Motivation White adipose tissue (WAT) is a major energy store, endocrine organ and is critical to metabolic homeostasis. Adipocytes release stored energy through lipolysis; the hydrolysis of stored triglycerides to liberate free fatty acids and glycerol. WAT is known to be innervated by sympathetic and sensory nerves [1], though the direct contribution of nerves in controlling lipolysis is currently unclear. It is well established that lipolysis is stimulated by catecholamines through activation of β-adrenergic receptors expressed by adipocytes [2]. Sympathetic nerves innervating WAT are a potential source of norepinephrine, but evidence of their involvement in lipolytic control is limited. Here we have developed a model to study the effects of nerve stimulation on lipolysis in WAT ex vivo.

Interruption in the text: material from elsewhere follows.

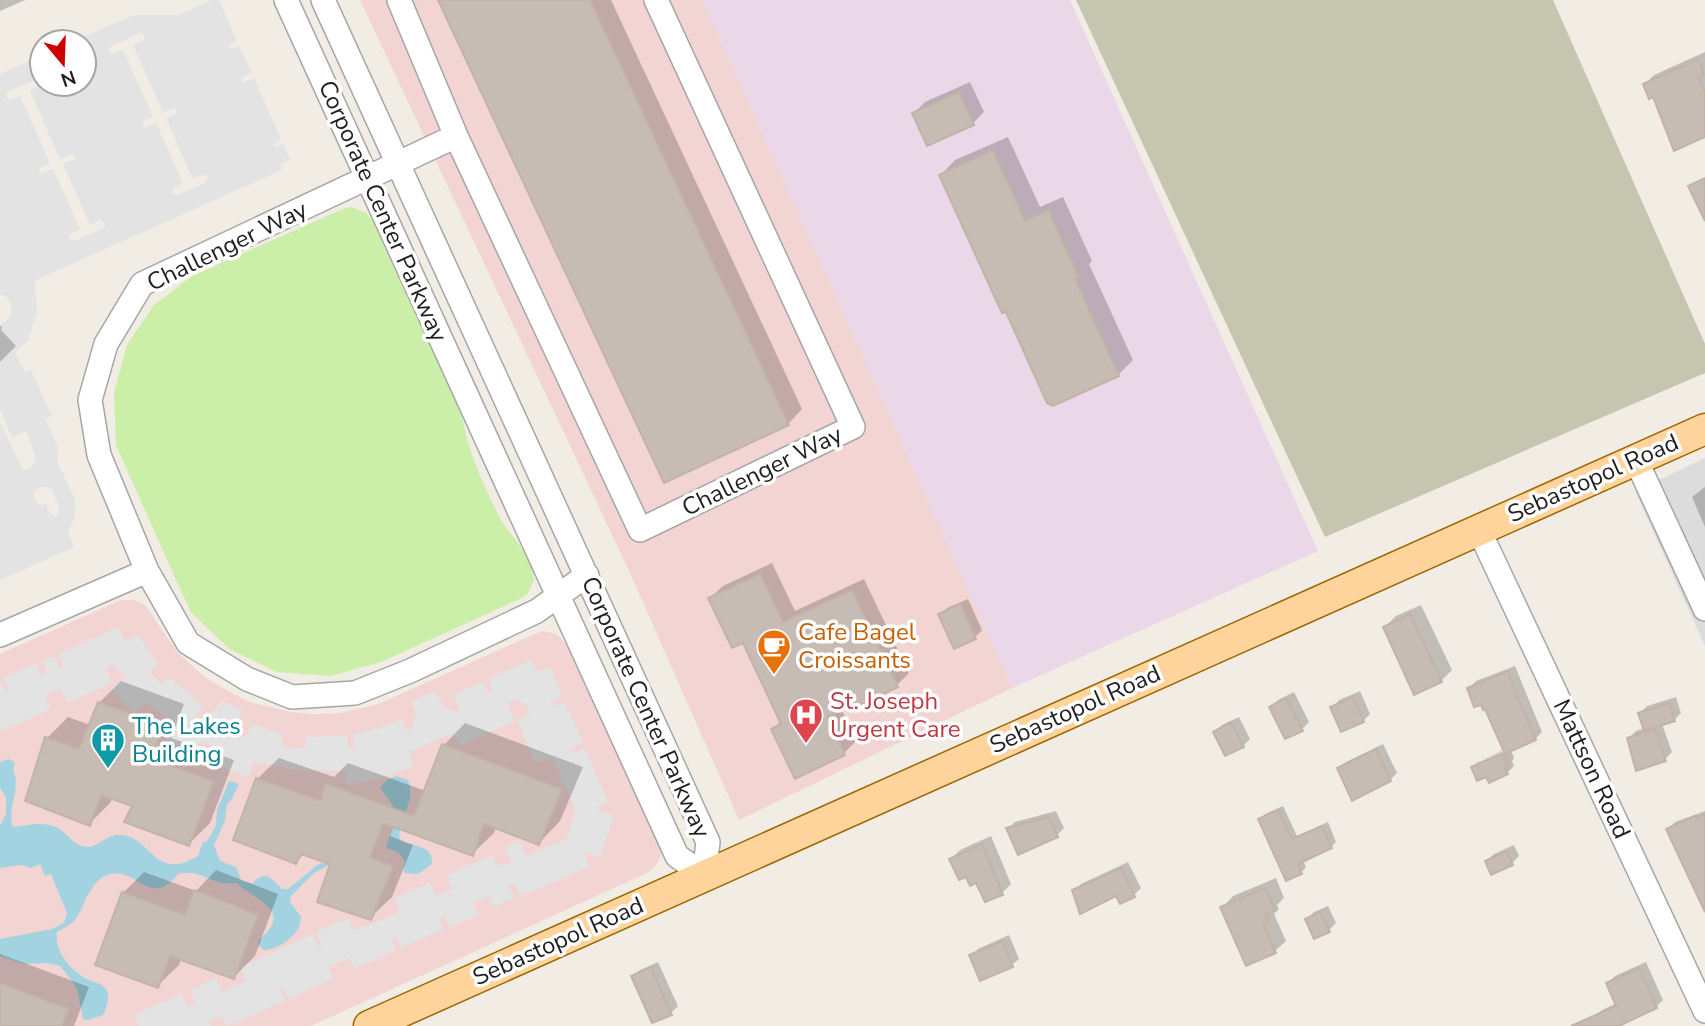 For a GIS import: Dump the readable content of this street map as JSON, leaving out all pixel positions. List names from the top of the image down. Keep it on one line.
{"streets":{"main road":["Sebastopol Road"],"street":["Corporate Center Parkway","Challenger Way","Mattson Road"]},"crossings":[["Corporate Center Parkway","Challenger Way"],["Corporate Center Parkway","Sebastopol Road"],["Sebastopol Road","Mattson Road"]],"places":{"cafe":["Cafe Bagel Croissants"],"hospital":["St. Joseph Urgent Care"],"building":["The Lakes Building"]},"north":"bottom"}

Methods Adult male C57BL/6J mice (8-10 weeks) were sacrificed by CO2 asphyxiation. Inguinal fat pads were identified and Immunocytochemistry: whole-mount immunocytochemistry was performed on whole fat pads, following previously described methods [3] Paraformaldehyde-fixed tissue was imaged by confocal microscopy. Nerves were stained with a chicken polyclonal antibody against β3-tubulin (1:500; Abcam), vasculature was stained with isolectin B4 (1:500; Invitrogen) and BODIPY used to visualise adipocytes. Ex vivo lipolysis assay: Sections (11 – 25mg) of inguinal fat pad were added to Dulbecco’s Modified Eagle’s medium containing 5.5 mM glucose and 2% (w/v) fatty acid-free bovine serum albumin. Tissue was challenged with pharmacological agents for 3 hours at 37oC, 5% CO2 and 95% relative humidity. Media samples were removed to assay free glycerol as an indirect measurement of lipolysis. Glycerol was quantified by a colorimetric absorbance assay.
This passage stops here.